Locksmith, Ops Scaling and the Borg
The first talk was from Matt Bostock, Web operations engineer for gov.uk. The talk started with a discussion of his team's mission, and of the issues they faced coordinating upgrades and reboots in their cluster of servers. Bostock spoke about how his team began using locksmith, an etcd-backed reboot manager from CoreOS, to manage these issues in gov.uk's Ubuntu-based infrastructure.
Bostock outlined the safeguards and features that his team added to its integration script, such as rules to avoid reboots in case of an ongoing outage or policies around maintaining a lock for a group of machines rather than for a complete cluster. He quite interestingly finished by saying that rebooting blindly is not without trouble due to cases in which new kernels sometimes fail to boot.
It might be worthwhile to make locksmith available in EPEL, as I imagine that members of the enterprise Linux community might have similar requirements and strategies for dealing with reboots. However, I expect that I would look to Ansible, or any other generic orchestration system such as MCollective or Saltstack to deal with these issues.
Then the second talk was given by David Mytton, founder of Server Density. The title was "Scaling Ops," and was mostly a summary of on-call and intervention best practices, such as, "make sure there is clear documentation," "give enough time off after outages in the night," "make sure post-mortems are blameless," and so on. While it didn't expose anything new or revolutionary, I recommend watching the video of this talk once it becomes available on the Web, as it provides a good overview of the best practices in this domain in a single place.
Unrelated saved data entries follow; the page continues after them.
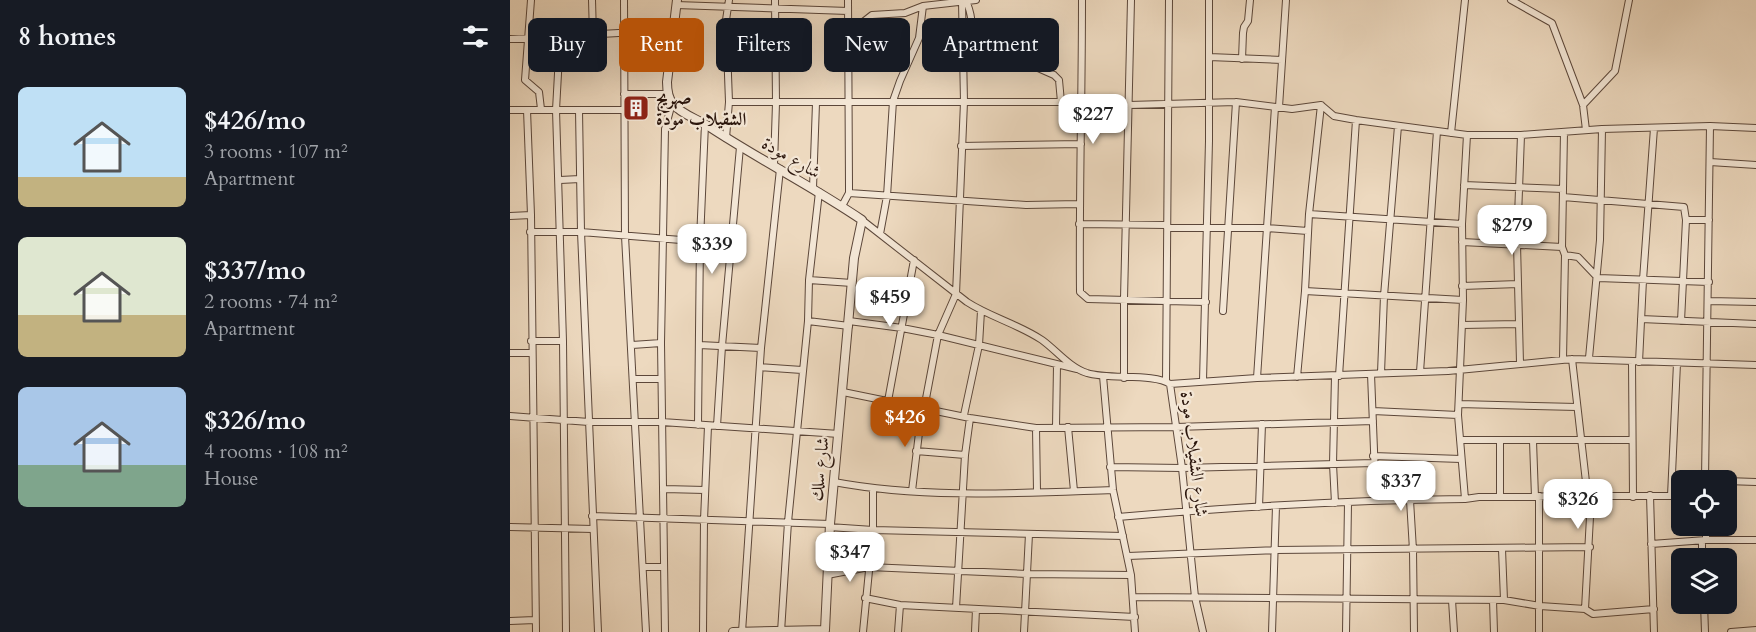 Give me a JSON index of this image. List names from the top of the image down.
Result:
{
  "streets": {
    "street": ["شارع مودة", "شارع الشقيلاب مودة", "شارع سلك"]
  },
  "crossings": [
    ["شارع مودة", "شارع الشقيلاب مودة"],
    ["شارع مودة", "شارع سلك"],
    ["شارع الشقيلاب مودة", "شارع سلك"]
  ],
  "places": {
    "building": ["صهريج الشقيلاب مودة"]
  },
  "page": {
    "heading": "8 homes",
    "chip": [
      "Buy",
      "Rent",
      "Filters",
      "New",
      "Apartment"
    ],
    "list": [
      {
        "name": "$426/mo",
        "note": "3 rooms · 107 m² · Apartment"
      },
      {
        "name": "$337/mo",
        "note": "2 rooms · 74 m² · Apartment"
      },
      {
        "name": "$326/mo",
        "note": "4 rooms · 108 m² · House"
      }
    ],
    "price": [
      "$227",
      "$279",
      "$339",
      "$459",
      "$426",
      "$337",
      "$326",
      "$347"
    ]
  }
} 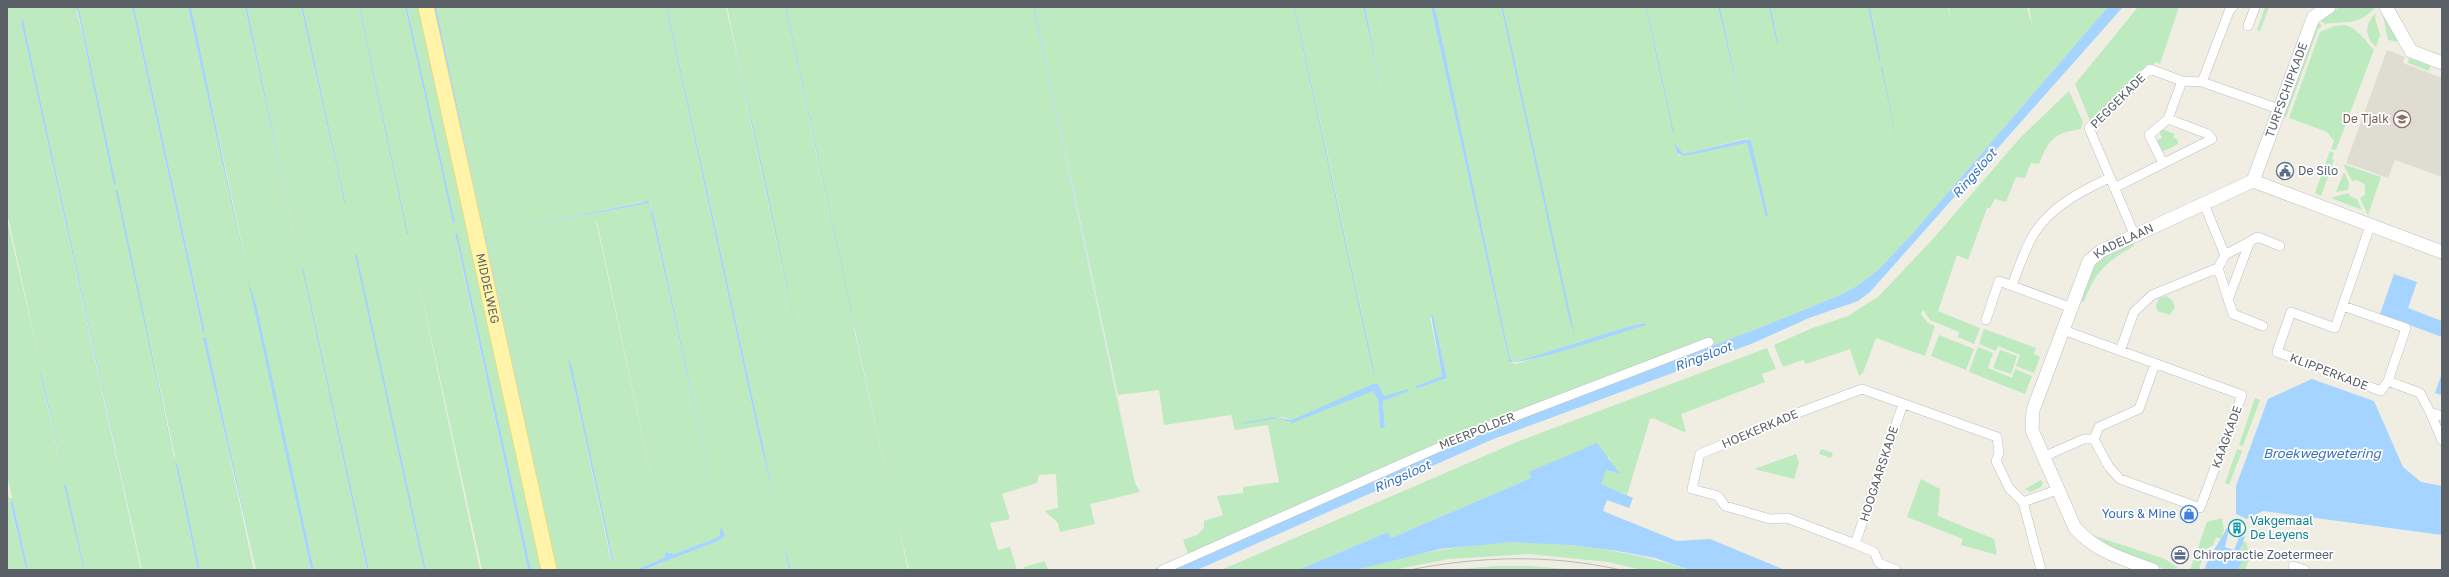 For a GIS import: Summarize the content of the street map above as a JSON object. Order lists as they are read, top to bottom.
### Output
{
  "streets": {
    "main road": ["MIDDELWEG"],
    "street": [
      "TURFSCHIPKADE",
      "PEGGEKADE",
      "KADELAAN",
      "KLIPPERKADE",
      "HOEKERKADE",
      "MEERPOLDER",
      "KAAGKADE",
      "HOOGAARSKADE"
    ]
  },
  "crossings": [
    ["TURFSCHIPKADE", "PEGGEKADE"],
    ["TURFSCHIPKADE", "KADELAAN"],
    ["PEGGEKADE", "KADELAAN"],
    ["KADELAAN", "KAAGKADE"],
    ["HOEKERKADE", "HOOGAARSKADE"]
  ],
  "water": ["Ringsloot", "Broekwegwetering"],
  "places": {
    "school or university": ["De Tjalk"],
    "public building": ["De Silo"],
    "shop": ["Yours & Mine"],
    "building": ["Vakgemaal De Leyens"],
    "office": ["Chiropractie Zoetermeer"]
  }
} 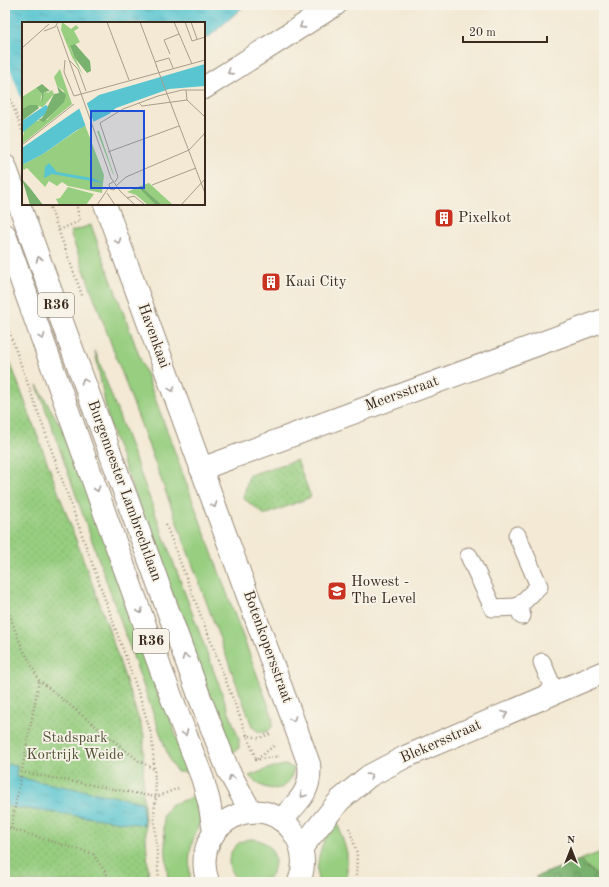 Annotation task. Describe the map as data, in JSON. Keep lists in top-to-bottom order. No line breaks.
{"streets":{"street":["R36","Havenkaai","Meersstraat","Burgemeester Lambrechtlaan","Botenkopersstraat","Blekersstraat"]},"crossings":[["Havenkaai","Meersstraat"],["Havenkaai","Botenkopersstraat"],["Meersstraat","Botenkopersstraat"]],"one_way":["Havenkaai","Botenkopersstraat","Blekersstraat"],"parks":["Stadspark Kortrijk Weide"],"places":{"building":["Pixelkot","Kaai City"],"school or university":["Howest - The Level"]},"scale_bar":"20 m","north":"top"}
Next up with Paul Dix, creator of InfluxDB, a time series database. Not surprisingly, his talk was centered around the time series topic, with discussion of how time series data are everywhere thanks to the Internet of Things, how most SQL engines are a bad fit for this sort of data, and what you need to shard this data efficiently on a cluster. While quite specialized and technical, the topic was well covered, with a good explaination of how the file structure of InfluxDB speeds row deletion and lessens the need rebalancing structures used to index its data. The Q&A after the talk mostly focused on the project's upcoming API rewrite and on how they want to make InfluxDB scale to millions of time series.
The last presenter before the break was John Wilkes, co-author of the Borg and Omega papers which outline the systems used by Google to orchestrate the company's container infrastructure. Wilkes' talk primarily recapped the material presented in these papers, covering the schema of the Borg architecture, and the way in which each container bundles its own metrics systems on top of a webserver. Wilkes spoke of the Site Reliability Engineer (SRE) culture at Google, where SREs maintain that it's OK to fail, and where they conduct exercises every year with big simulated outages to discover new weakness in the system.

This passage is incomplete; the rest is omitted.